• Required action: Retype every entry below without pictures.

• Data excerpts:
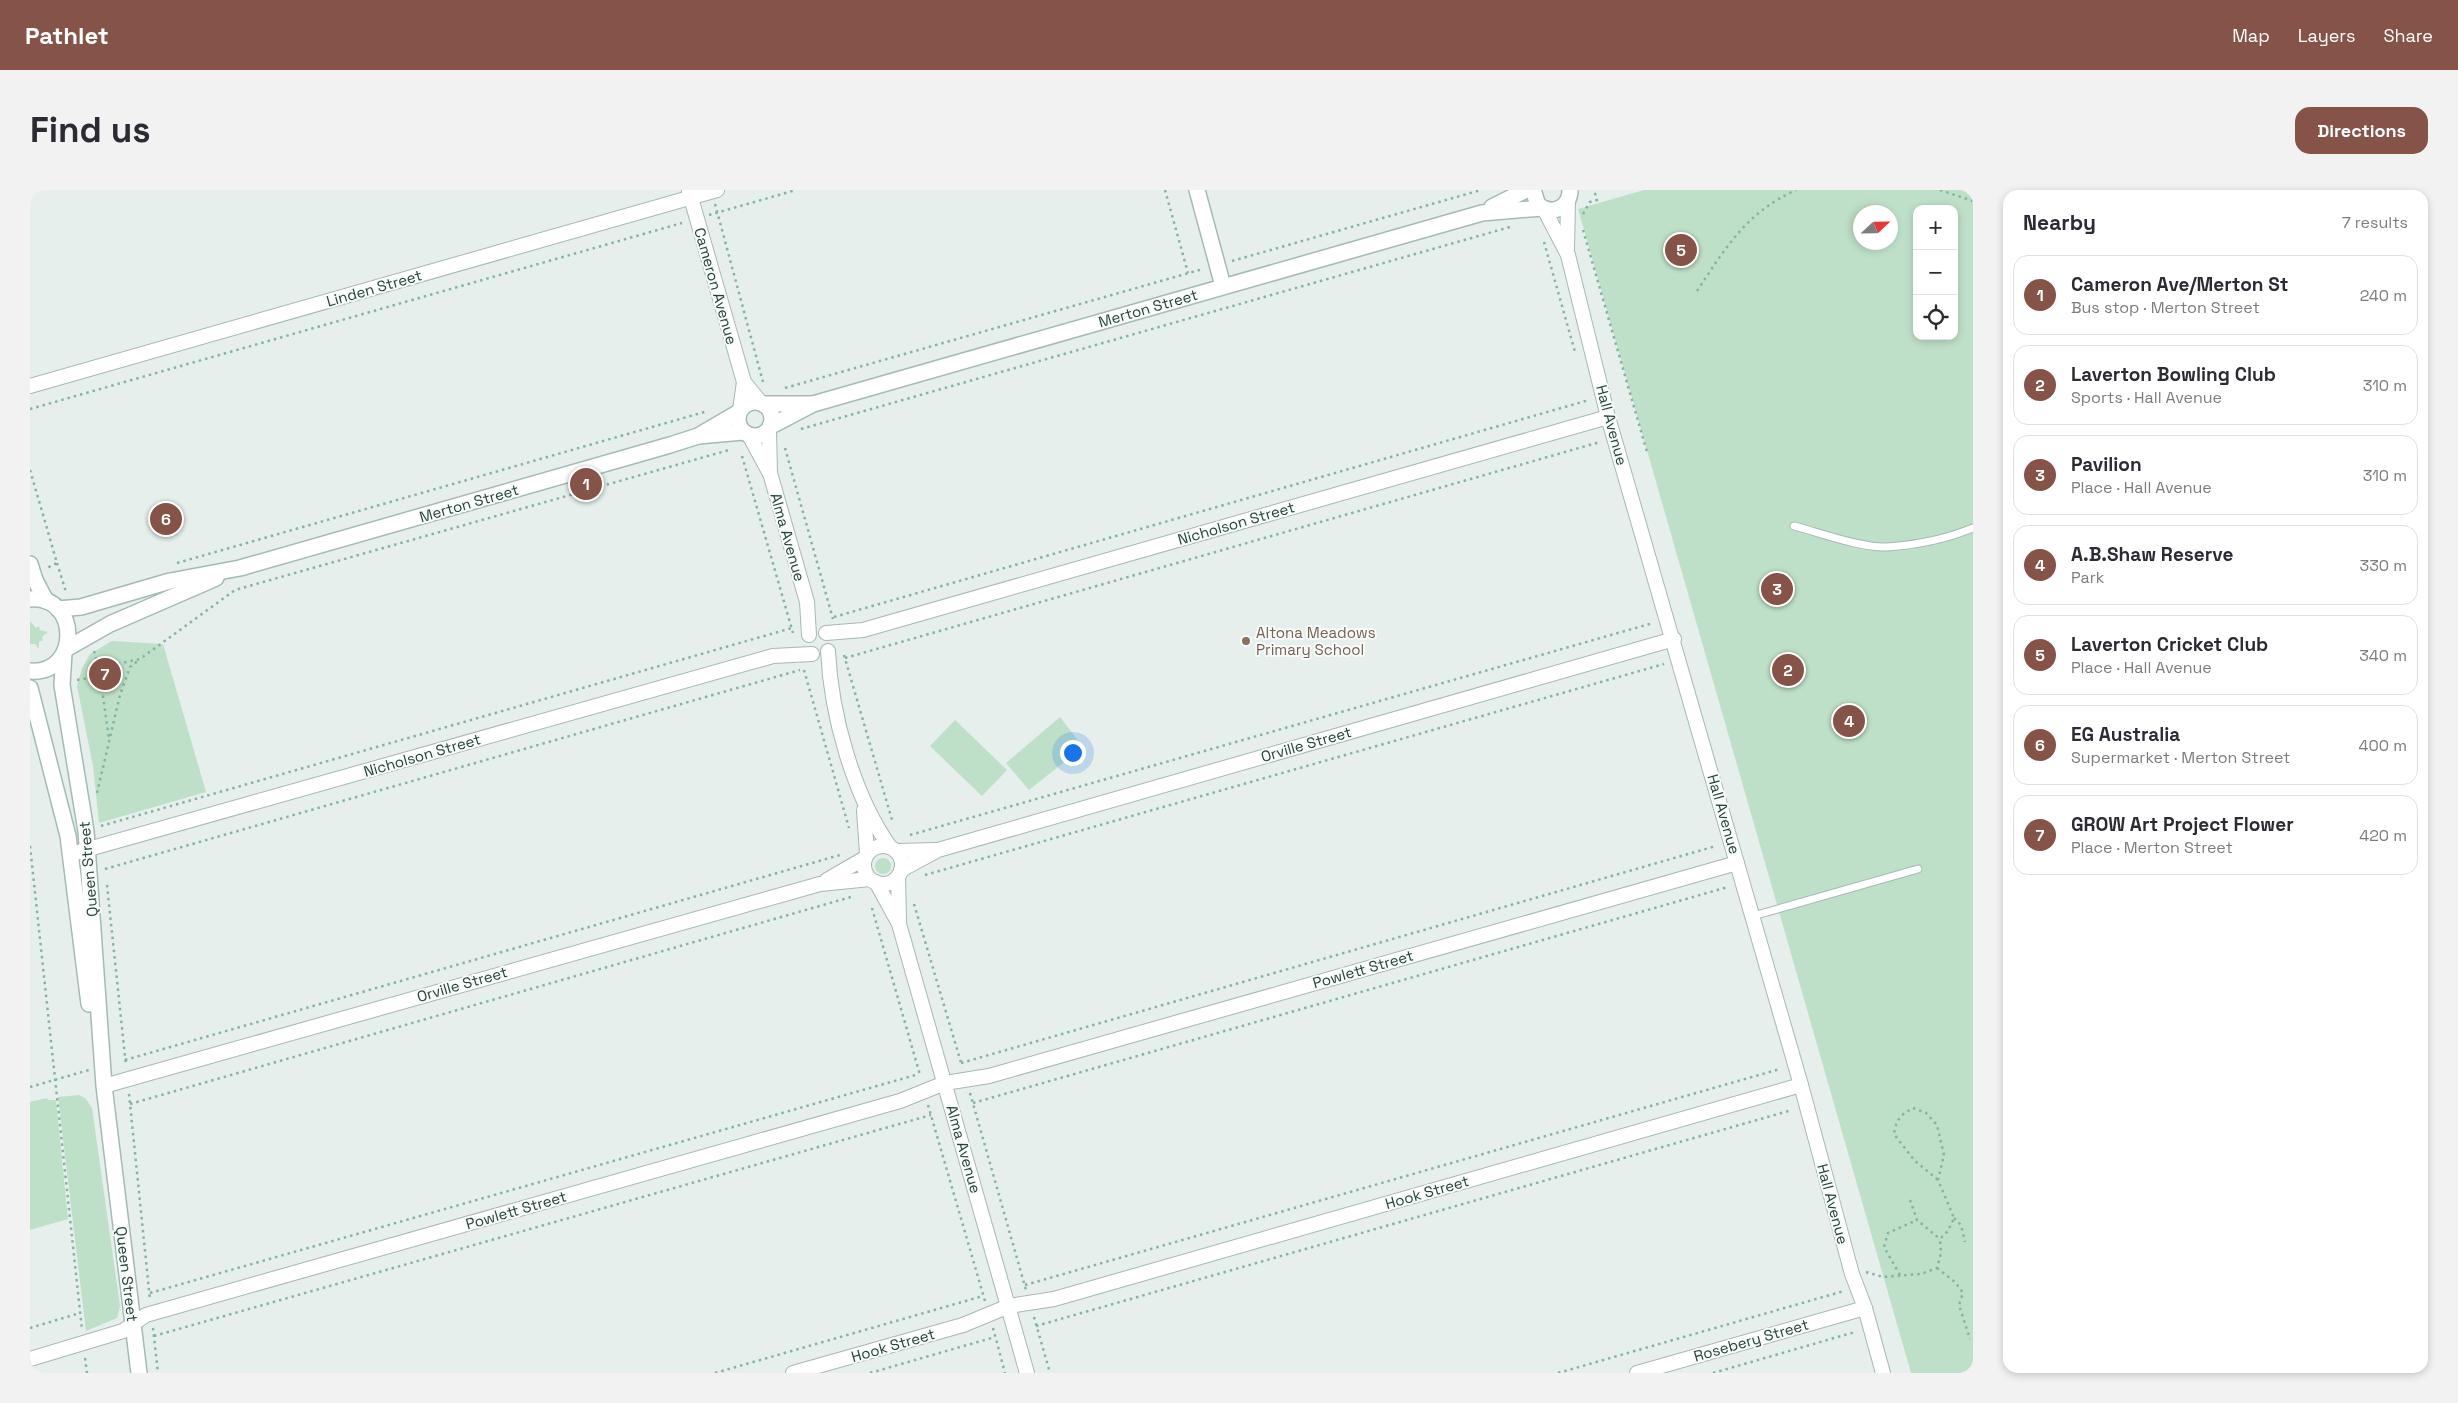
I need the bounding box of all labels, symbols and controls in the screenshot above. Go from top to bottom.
text: Pathlet [25,20,109,51]
text: Map [2232,24,2270,47]
text: Layers [2298,24,2355,47]
text: Share [2383,24,2433,47]
button: Directions [2295,107,2428,154]
text: Find us [30,108,151,152]
north arrow [1853,205,1898,250]
map controls [1913,205,1958,340]
button: + [1913,205,1958,250]
text: Nearby [2023,209,2096,236]
text: 7 results [2342,212,2408,233]
street label: Cameron Avenue [690,225,742,347]
pin: 5 [1665,231,1697,269]
button: − [1913,250,1958,295]
street label: Linden Street [324,265,424,311]
text: Cameron Ave/Merton St [2071,272,2289,297]
street label: Merton Street [1096,285,1200,331]
text: 1 [2036,285,2044,306]
text: 240 m [2360,285,2407,306]
button: locate [1913,295,1958,340]
text: Bus stop · Merton Street [2071,297,2260,318]
text: Laverton Bowling Club [2071,362,2276,387]
text: 2 [2035,375,2045,396]
text: 310 m [2363,375,2407,396]
street label: Hall Avenue [1592,383,1632,467]
text: Sports · Hall Avenue [2071,387,2222,408]
text: Pavilion [2071,452,2142,477]
pin: 1 [570,465,602,503]
text: 3 [2035,465,2045,486]
text: 310 m [2363,465,2407,486]
text: Place · Hall Avenue [2071,477,2212,498]
street label: Merton Street [417,480,521,526]
street label: Alma Avenue [766,491,810,584]
street label: Nicholson Street [1175,497,1297,549]
pin: 6 [150,500,182,538]
text: A.B.Shaw Reserve [2071,542,2233,567]
text: 4 [2035,555,2045,576]
text: 330 m [2360,555,2407,576]
text: Park [2071,567,2104,588]
pin: 3 [1761,570,1793,608]
place label: Altona Meadows Primary School [1256,623,1376,659]
text: Laverton Cricket Club [2071,632,2268,657]
marker: Altona Meadows Primary School [1240,635,1252,647]
text: 5 [2035,645,2045,666]
text: 340 m [2359,645,2407,666]
pin: 2 [1772,651,1804,689]
pin: 7 [89,655,121,693]
text: Place · Hall Avenue [2071,657,2212,678]
pin: 4 [1833,702,1865,740]
street label: Orville Street [1259,722,1354,766]
text: EG Australia [2071,722,2180,747]
street label: Nicholson Street [361,729,483,781]
text: 6 [2035,735,2045,756]
text: 400 m [2359,735,2407,756]
your location [1060,740,1086,766]
text: Supermarket · Merton Street [2071,747,2290,768]
street label: Hall Avenue [1704,772,1745,856]
text: GROW Art Project Flower [2071,812,2294,837]
street label: Queen Street [74,820,102,918]
text: 7 [2036,825,2044,846]
text: 420 m [2359,825,2407,846]
text: Place · Merton Street [2071,837,2233,858]
street label: Powlett Street [1310,946,1416,992]
street label: Orville Street [415,962,510,1006]
street label: Alma Avenue [942,1103,986,1196]
street label: Hall Avenue [1813,1162,1853,1246]
street label: Hook Street [1383,1171,1471,1213]
street label: Powlett Street [463,1187,569,1233]
street label: Queen Street [112,1225,142,1323]
street label: Rosebery Street [1691,1314,1811,1365]
street label: Hook Street [849,1324,937,1366]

• Exercise answer:
I need the bounding box of all labels, symbols and controls in the screenshot above. Go from top to bottom.
text: Pathlet [25,20,109,51]
text: Map [2232,24,2270,47]
text: Layers [2298,24,2355,47]
text: Share [2383,24,2433,47]
button: Directions [2295,107,2428,154]
text: Find us [30,108,151,152]
north arrow [1853,205,1898,250]
map controls [1913,205,1958,340]
button: + [1913,205,1958,250]
text: Nearby [2023,209,2096,236]
text: 7 results [2342,212,2408,233]
street label: Cameron Avenue [690,225,742,347]
pin: 5 [1665,231,1697,269]
button: − [1913,250,1958,295]
street label: Linden Street [324,265,424,311]
text: Cameron Ave/Merton St [2071,272,2289,297]
street label: Merton Street [1096,285,1200,331]
text: 1 [2036,285,2044,306]
text: 240 m [2360,285,2407,306]
button: locate [1913,295,1958,340]
text: Bus stop · Merton Street [2071,297,2260,318]
text: Laverton Bowling Club [2071,362,2276,387]
text: 2 [2035,375,2045,396]
text: 310 m [2363,375,2407,396]
street label: Hall Avenue [1592,383,1632,467]
text: Sports · Hall Avenue [2071,387,2222,408]
text: Pavilion [2071,452,2142,477]
pin: 1 [570,465,602,503]
text: 3 [2035,465,2045,486]
text: 310 m [2363,465,2407,486]
text: Place · Hall Avenue [2071,477,2212,498]
street label: Merton Street [417,480,521,526]
street label: Alma Avenue [766,491,810,584]
street label: Nicholson Street [1175,497,1297,549]
pin: 6 [150,500,182,538]
text: A.B.Shaw Reserve [2071,542,2233,567]
text: 4 [2035,555,2045,576]
text: 330 m [2360,555,2407,576]
text: Park [2071,567,2104,588]
pin: 3 [1761,570,1793,608]
place label: Altona Meadows Primary School [1256,623,1376,659]
text: Laverton Cricket Club [2071,632,2268,657]
marker: Altona Meadows Primary School [1240,635,1252,647]
text: 5 [2035,645,2045,666]
text: 340 m [2359,645,2407,666]
pin: 2 [1772,651,1804,689]
pin: 7 [89,655,121,693]
text: Place · Hall Avenue [2071,657,2212,678]
pin: 4 [1833,702,1865,740]
street label: Orville Street [1259,722,1354,766]
text: EG Australia [2071,722,2180,747]
street label: Nicholson Street [361,729,483,781]
text: 6 [2035,735,2045,756]
text: 400 m [2359,735,2407,756]
your location [1060,740,1086,766]
text: Supermarket · Merton Street [2071,747,2290,768]
street label: Hall Avenue [1704,772,1745,856]
text: GROW Art Project Flower [2071,812,2294,837]
street label: Queen Street [74,820,102,918]
text: 7 [2036,825,2044,846]
text: 420 m [2359,825,2407,846]
text: Place · Merton Street [2071,837,2233,858]
street label: Powlett Street [1310,946,1416,992]
street label: Orville Street [415,962,510,1006]
street label: Alma Avenue [942,1103,986,1196]
street label: Hall Avenue [1813,1162,1853,1246]
street label: Hook Street [1383,1171,1471,1213]
street label: Powlett Street [463,1187,569,1233]
street label: Queen Street [112,1225,142,1323]
street label: Rosebery Street [1691,1314,1811,1365]
street label: Hook Street [849,1324,937,1366]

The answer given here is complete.